→ **ASSIGNED TASK**
Reproduce all the entries exactly and keep the pictures out.

Collected data:
Segment Open

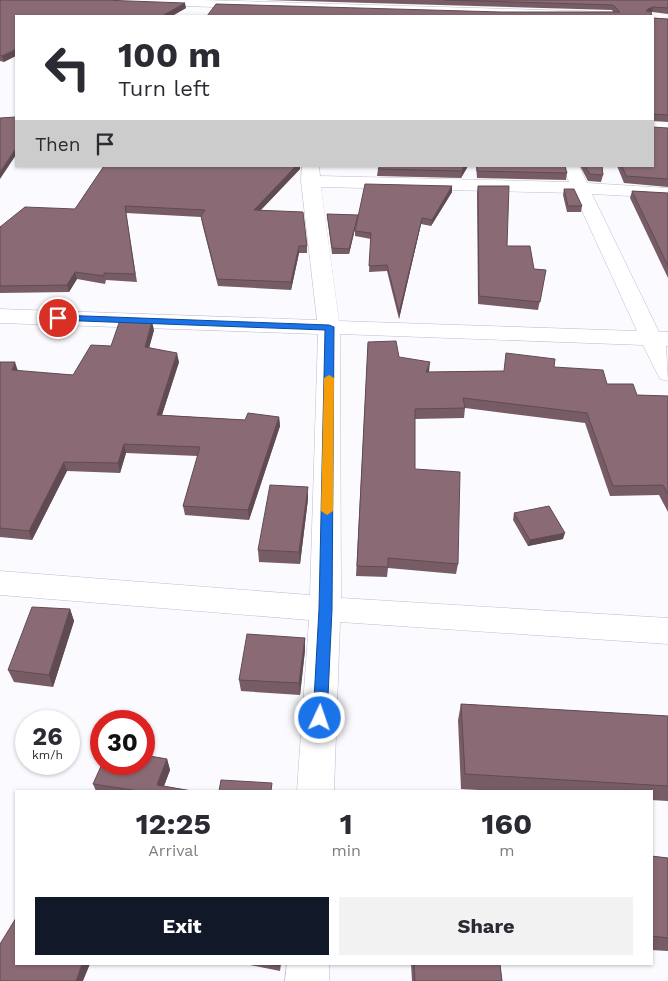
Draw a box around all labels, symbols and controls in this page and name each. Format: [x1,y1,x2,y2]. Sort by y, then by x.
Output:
text: 100 m [118,34,221,76]
icon: left [35,35,100,100]
text: Turn left [118,76,210,101]
icon: arrive [91,130,119,158]
text: Then [35,133,81,156]
pin [37,297,79,339]
icon: arrive [44,304,72,332]
position arrow [293,691,345,743]
speed limit sign: 30 [90,710,155,775]
text: 26 [32,722,63,751]
text: km/h [32,748,63,762]
text: 12:25 [136,806,211,841]
text: 1 [340,806,353,841]
text: 160 [482,806,532,841]
text: Arrival [148,841,198,860]
text: min [332,841,361,860]
text: m [499,841,515,860]
button: Exit [35,897,329,955]
button: Share [339,897,633,955]

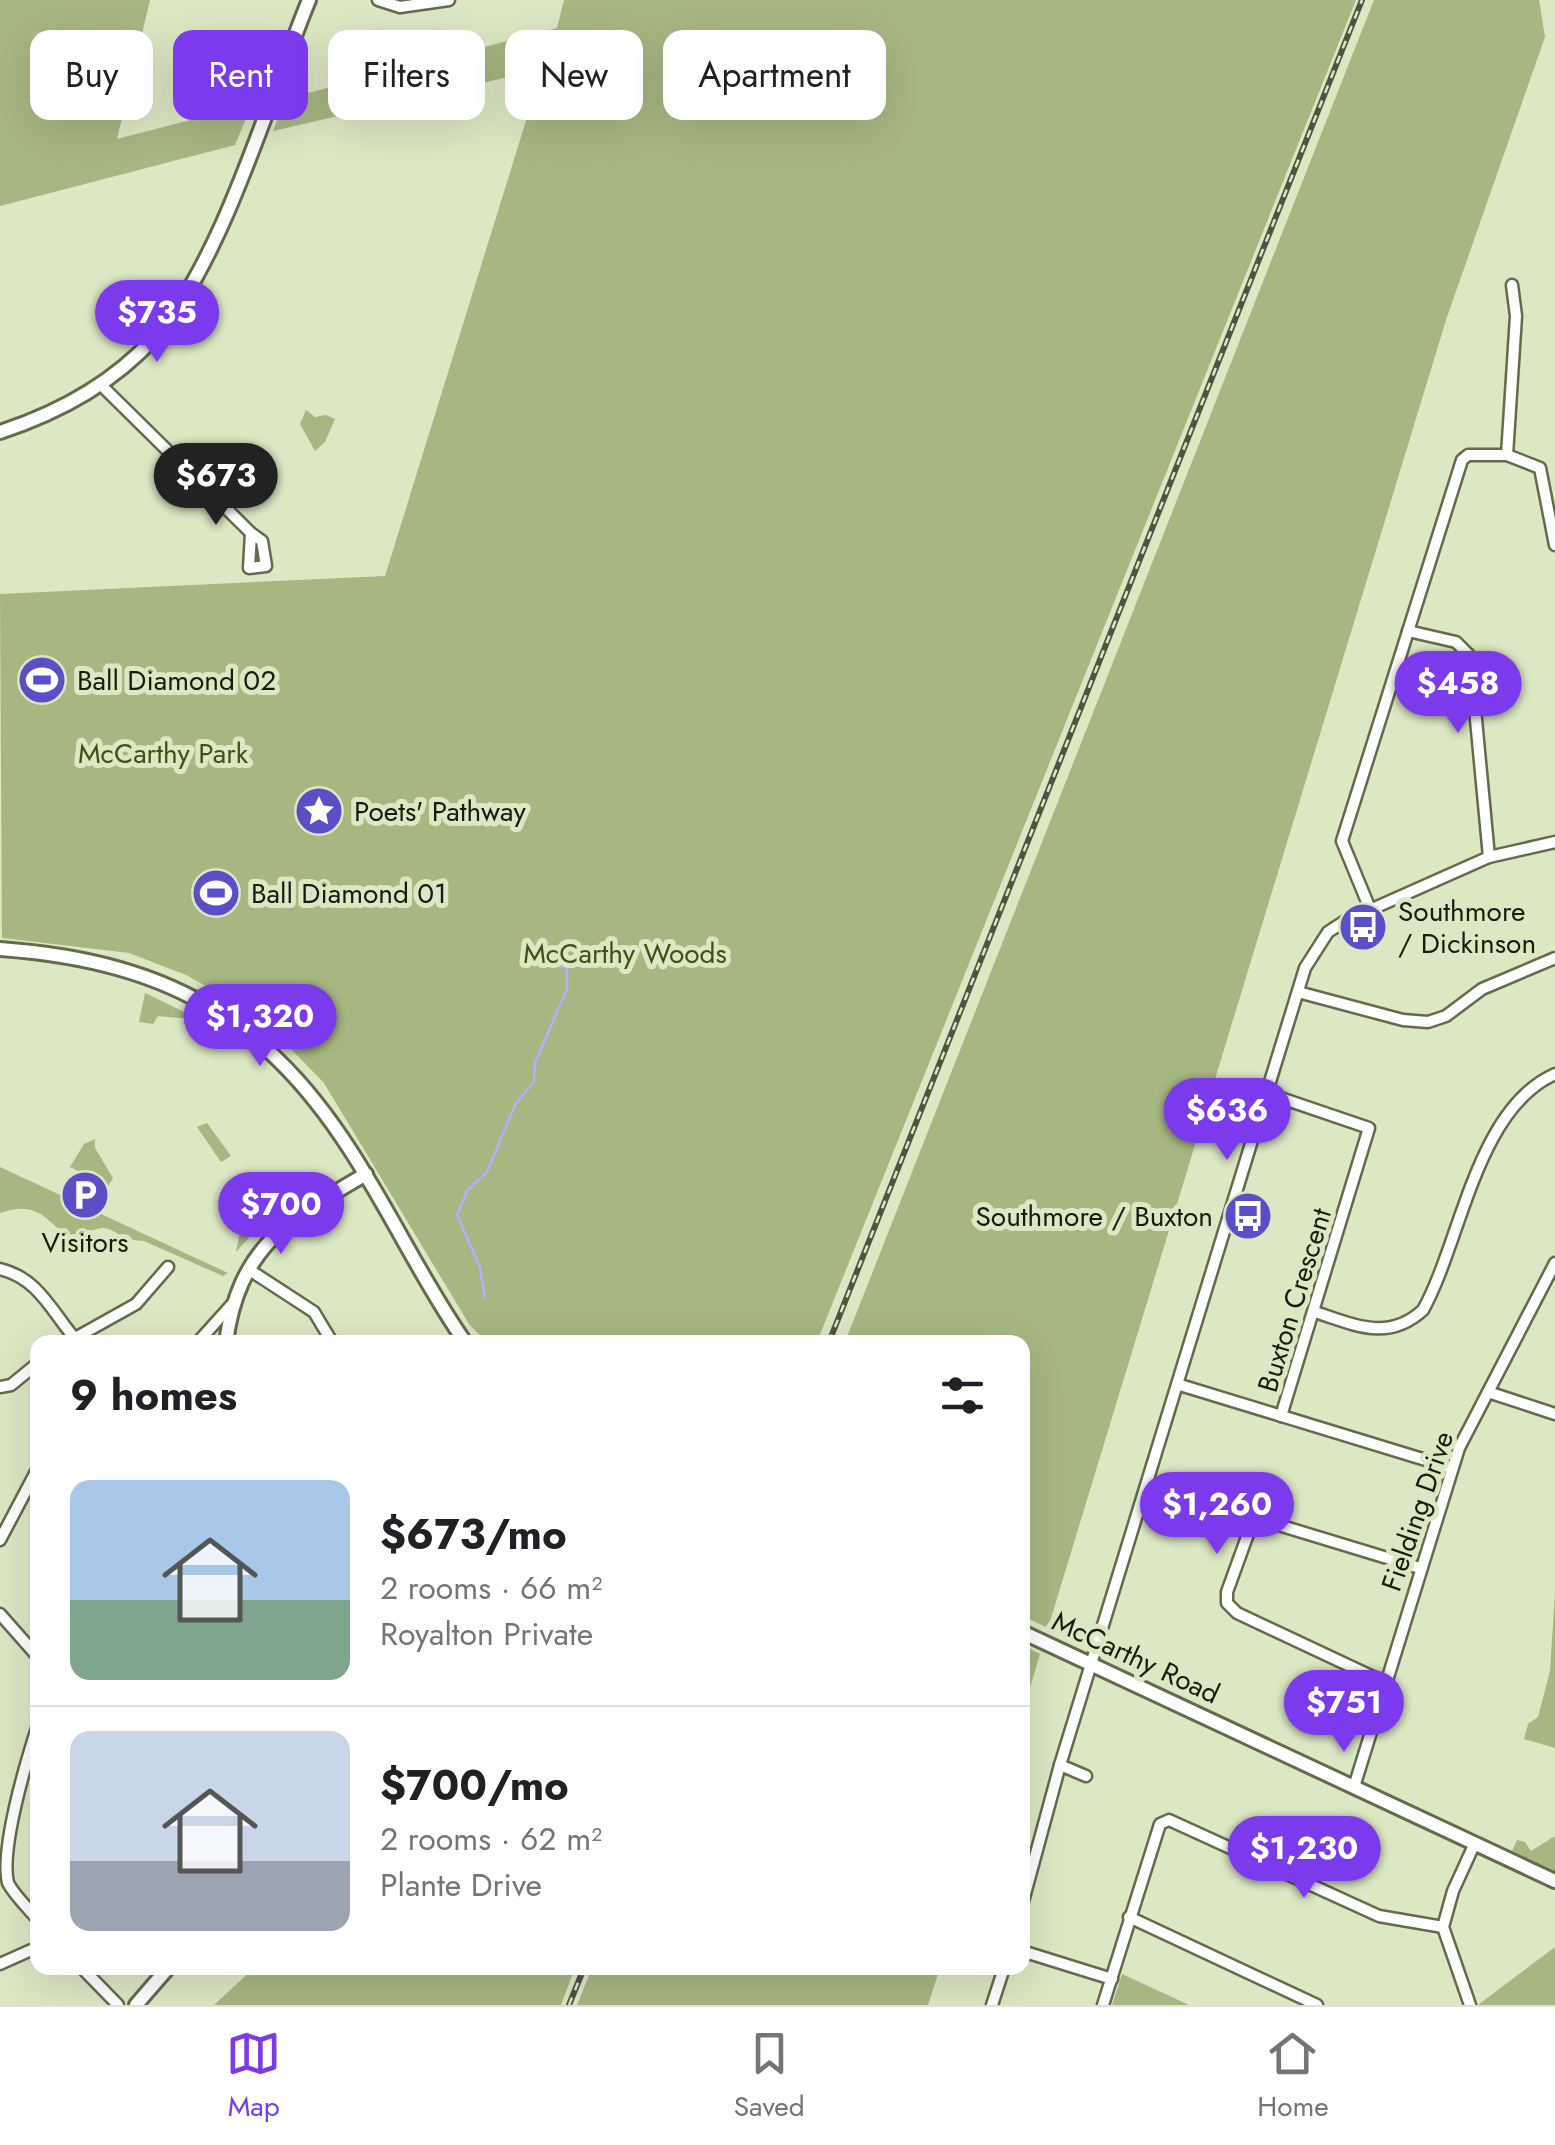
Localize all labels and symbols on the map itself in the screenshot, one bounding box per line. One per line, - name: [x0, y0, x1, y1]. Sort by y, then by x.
- pin: $735: [98, 280, 216, 365]
- pin: $673: [157, 443, 275, 528]
- pin: $458: [1399, 651, 1517, 736]
- sports icon: Ball Diamond 02: [16, 654, 68, 706]
- place label: Ball Diamond 02: [77, 660, 276, 701]
- park label: McCarthy Park: [78, 733, 249, 774]
- place icon: Poets' Pathway: [293, 785, 345, 837]
- place label: Poets' Pathway: [354, 791, 526, 832]
- sports icon: Ball Diamond 01: [190, 867, 242, 919]
- place label: Ball Diamond 01: [251, 873, 447, 914]
- place label: Southmore / Dickinson: [1398, 891, 1536, 964]
- bus stop icon: Southmore / Dickinson: [1337, 901, 1389, 953]
- park label: McCarthy Woods: [523, 933, 727, 974]
- pin: $1,320: [179, 984, 341, 1069]
- pin: $636: [1168, 1078, 1286, 1163]
- parking icon: Visitors: [59, 1169, 111, 1221]
- pin: $700: [222, 1172, 340, 1257]
- bus stop icon: Southmore / Buxton: [1222, 1190, 1274, 1242]
- place label: Southmore / Buxton: [976, 1196, 1213, 1237]
- street label: Buxton Crescent: [1247, 1203, 1342, 1397]
- place label: Visitors: [41, 1222, 129, 1263]
- street label: Fielding Drive: [1371, 1426, 1464, 1597]
- pin: $1,260: [1136, 1472, 1298, 1557]
- street label: McCarthy Road: [1045, 1601, 1226, 1714]
- pin: $751: [1285, 1670, 1403, 1755]
- pin: $1,230: [1223, 1816, 1385, 1901]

Segment Closed

→ **ANSWER TO THIS TASK**
Draw a box around all labels, symbols and controls in this page and name each. Format: [x1,y1,x2,y2]. Sort by y, then by x.
Output:
text: 100 m [118,34,221,76]
icon: left [35,35,100,100]
text: Turn left [118,76,210,101]
icon: arrive [91,130,119,158]
text: Then [35,133,81,156]
pin [37,297,79,339]
icon: arrive [44,304,72,332]
position arrow [293,691,345,743]
speed limit sign: 30 [90,710,155,775]
text: 26 [32,722,63,751]
text: km/h [32,748,63,762]
text: 12:25 [136,806,211,841]
text: 1 [340,806,353,841]
text: 160 [482,806,532,841]
text: Arrival [148,841,198,860]
text: min [332,841,361,860]
text: m [499,841,515,860]
button: Exit [35,897,329,955]
button: Share [339,897,633,955]

Localize all labels and symbols on the map itself in the screenshot, one bounding box per line. One per line, - name: [x0, y0, x1, y1]. Sort by y, then by x.
- pin: $735: [98, 280, 216, 365]
- pin: $673: [157, 443, 275, 528]
- pin: $458: [1399, 651, 1517, 736]
- sports icon: Ball Diamond 02: [16, 654, 68, 706]
- place label: Ball Diamond 02: [77, 660, 276, 701]
- park label: McCarthy Park: [78, 733, 249, 774]
- place icon: Poets' Pathway: [293, 785, 345, 837]
- place label: Poets' Pathway: [354, 791, 526, 832]
- sports icon: Ball Diamond 01: [190, 867, 242, 919]
- place label: Ball Diamond 01: [251, 873, 447, 914]
- place label: Southmore / Dickinson: [1398, 891, 1536, 964]
- bus stop icon: Southmore / Dickinson: [1337, 901, 1389, 953]
- park label: McCarthy Woods: [523, 933, 727, 974]
- pin: $1,320: [179, 984, 341, 1069]
- pin: $636: [1168, 1078, 1286, 1163]
- parking icon: Visitors: [59, 1169, 111, 1221]
- pin: $700: [222, 1172, 340, 1257]
- bus stop icon: Southmore / Buxton: [1222, 1190, 1274, 1242]
- place label: Southmore / Buxton: [976, 1196, 1213, 1237]
- street label: Buxton Crescent: [1247, 1203, 1342, 1397]
- place label: Visitors: [41, 1222, 129, 1263]
- street label: Fielding Drive: [1371, 1426, 1464, 1597]
- pin: $1,260: [1136, 1472, 1298, 1557]
- street label: McCarthy Road: [1045, 1601, 1226, 1714]
- pin: $751: [1285, 1670, 1403, 1755]
- pin: $1,230: [1223, 1816, 1385, 1901]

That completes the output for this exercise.